I have no life (well... no social life would be a more accurate account). Probably from the years I've spent away and usually, alone. Leaving home at 14, to many, is an escapism. Not so. It was a method of survival. A means to get by. Then, at that age, I kept a list of items that I wanted to achieve (I am sure many of us do too). Branded watches, luxury cars, etc. But along the way, you begin to develop a sense of urgency, not to manifest your list of wants, but really, in aspects of religion, love, life, social companionship.

I am lucky that I do not see the need to surround myself with friends. Well... not so lucky if you look at the pathetic state that I am in now. The stored telephone numbers in my cell phone are usually foreign. Mostly Indonesian. I've made many a friends there, afterall, I did spend my formative years there. With the current situation now, instead of blaming myself for the lack of initiative, it is better to fill up my time with work. The occasional read would be good (I plan to visit the library tomorrow), as with the virtually non-compliant bottle of wine. That would be good.

Somehow, as I age, I envy those who are surrounded by friends and accomplices. They are blessed. For they are not alone. Whether they continue to be so maybe questionable, but for the interim, the luxury is priceless... at least to me.

Is it my personality? My inability to hold a shallow conversation (by that I mean mindless chatter)? My intolerance for men in their 30's behaving like children? What is it? Someone please slap me (or better yet... just tell me). 32 and nothing to my name. I've achieved nothing except save a couple of animals from being put to sleep in SPCA. And probably pissing a whole battalion of people (but they mean nothing to me anyway... I am not losing sleep over it). Just as well.

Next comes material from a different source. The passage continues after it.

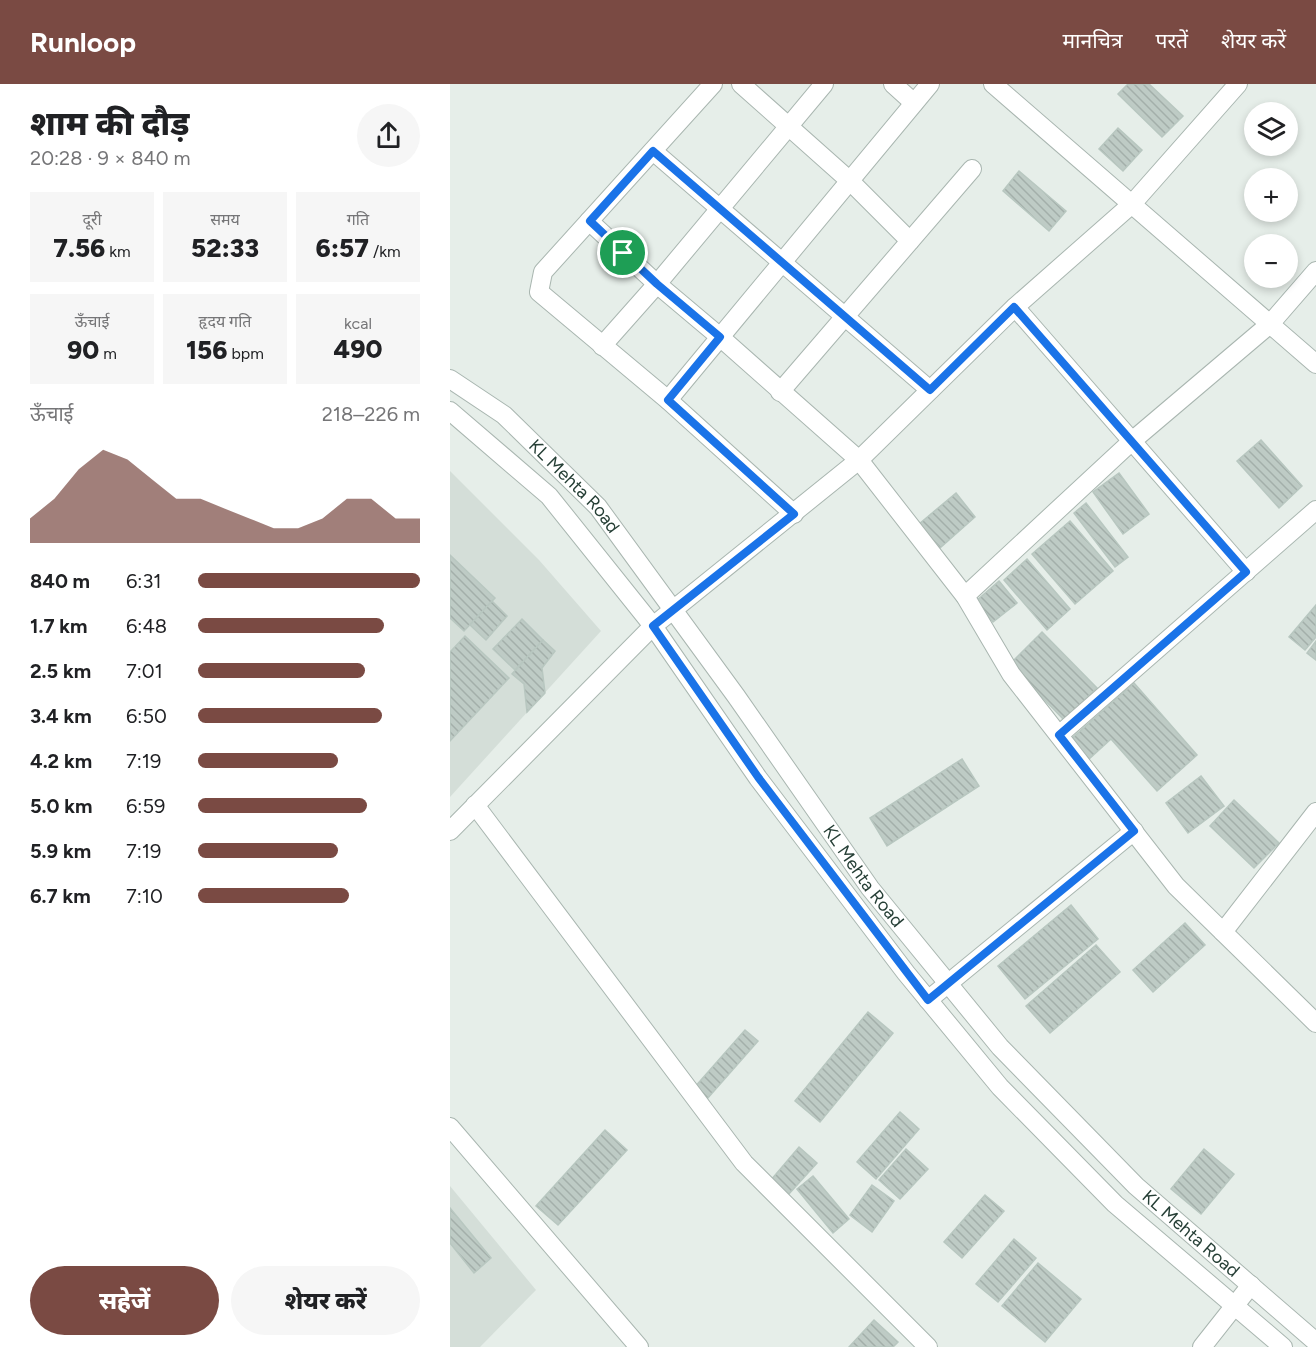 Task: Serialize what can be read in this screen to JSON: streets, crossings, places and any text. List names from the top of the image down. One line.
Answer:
{"streets":{"street":["KL Mehta Road"]},"page":{"header":"Runloop","nav":["मानचित्र","परतें","शेयर करें"],"heading":["शाम की दौड़","20:28 · 9 × 840 m"],"map_buttons":["+","−"],"stats":[["दूरी","7.56 km"],["समय","52:33"],["गति","6:57 /km"],["ऊँचाई","90 m"],["हृदय गति","156 bpm"],["kcal","490"]],"chart":["ऊँचाई","218–226 m"],"list":[{"name":"840 m","note":"6:31"},{"name":"1.7 km","note":"6:48"},{"name":"2.5 km","note":"7:01"},{"name":"3.4 km","note":"6:50"},{"name":"4.2 km","note":"7:19"},{"name":"5.0 km","note":"6:59"},{"name":"5.9 km","note":"7:19"},{"name":"6.7 km","note":"7:10"}],"buttons":["सहेजें","शेयर करें"]}} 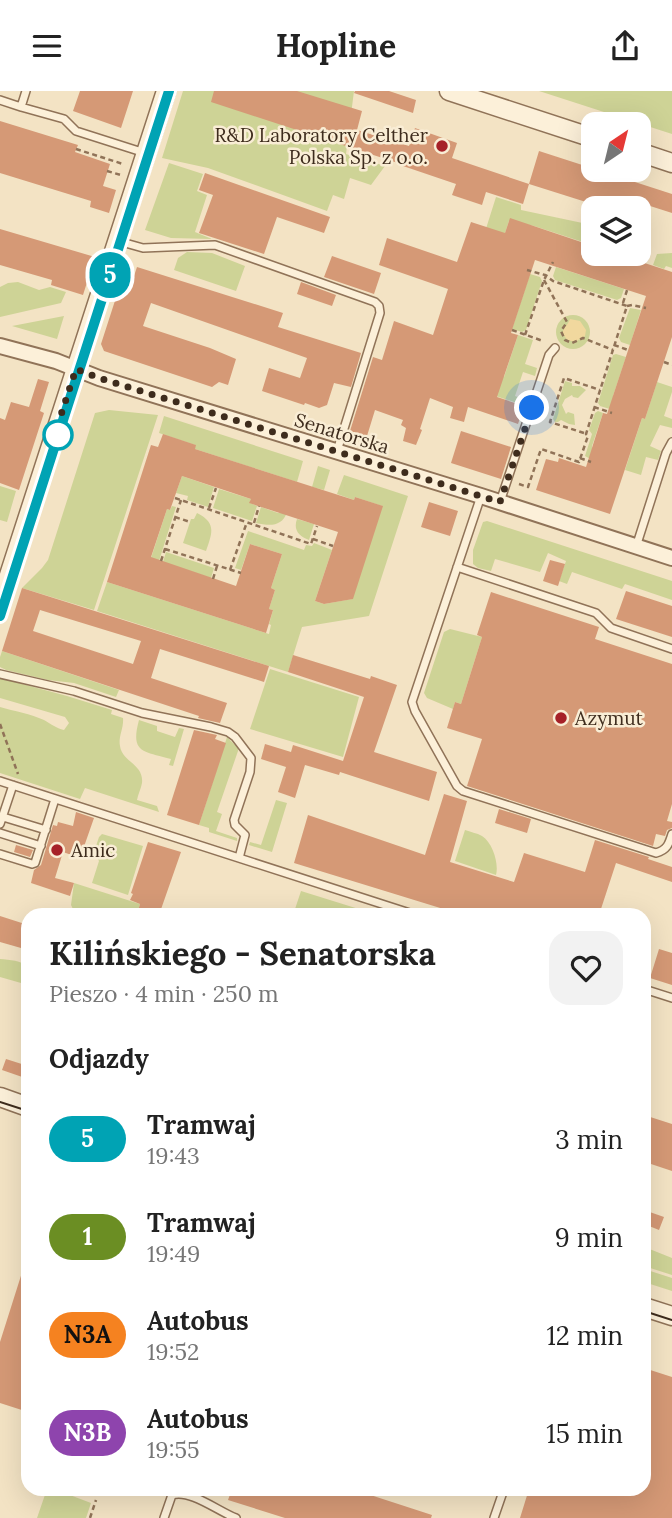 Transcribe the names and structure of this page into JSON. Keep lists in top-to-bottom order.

I came across a man today. Although my exposure with him is not excessive by any standards, I have learnt alot. Alot of what NOT to do or be. A nice and pleasant gentleman. Polite. Politically correct. Well-mannered. A prospective mother-in-law's dream come true. Ironically, as much as I admire his qualities, he would probably rank among the lowest of the people I would look to in a role model. He's a wimp. Easily bullied and questionable powers to protect his family. Too soft I mean.

Our homosapient forefathers' bodies were made to trek for miles on ends, eat only for the basic sustanance for the body and pro-create when the time (not desire) arises. Although we now, exhibit similar brain structures as them, we begin to get soft. Many of us have lost the killer instinct. Granted, now, we do not participate in hunts or live in an age of fear by being eaten alive by wild animals. I somehow cannot fathom how many of us, who have been through National Service could lose the edge. I would like to think we were well-trained, both physically and mentally. Emotionally, it did take some time to accept the fact that at one point of time, I would possibly have to die for my country.

In my conversation with this person, our views differed greatly. But it was a harmless conversation. Nothing to be sought after, and nothing to be gained. Being Malay, he felt marginalised. No Malay was ever made a general nor a Police Chief. Therefore, why should he fight to defend the nation? True, if you adopt a simplistic cause and effect model on his arguement. But he forgot one thing. The flat that he lives in is subsidised by the government. The car that he drives, may not be subsidised, but it's specs meet the stringent pollution laws here to protect his family. The schools that his children go to extends secular education to all students and invloves inclusionary activities between all races, languages and religions. Not forgetting, and this holds dear in my heart, he and his family, extended or otherwise live in a relatively low crime rated island inhabited by approximately 4 million people. Shallow...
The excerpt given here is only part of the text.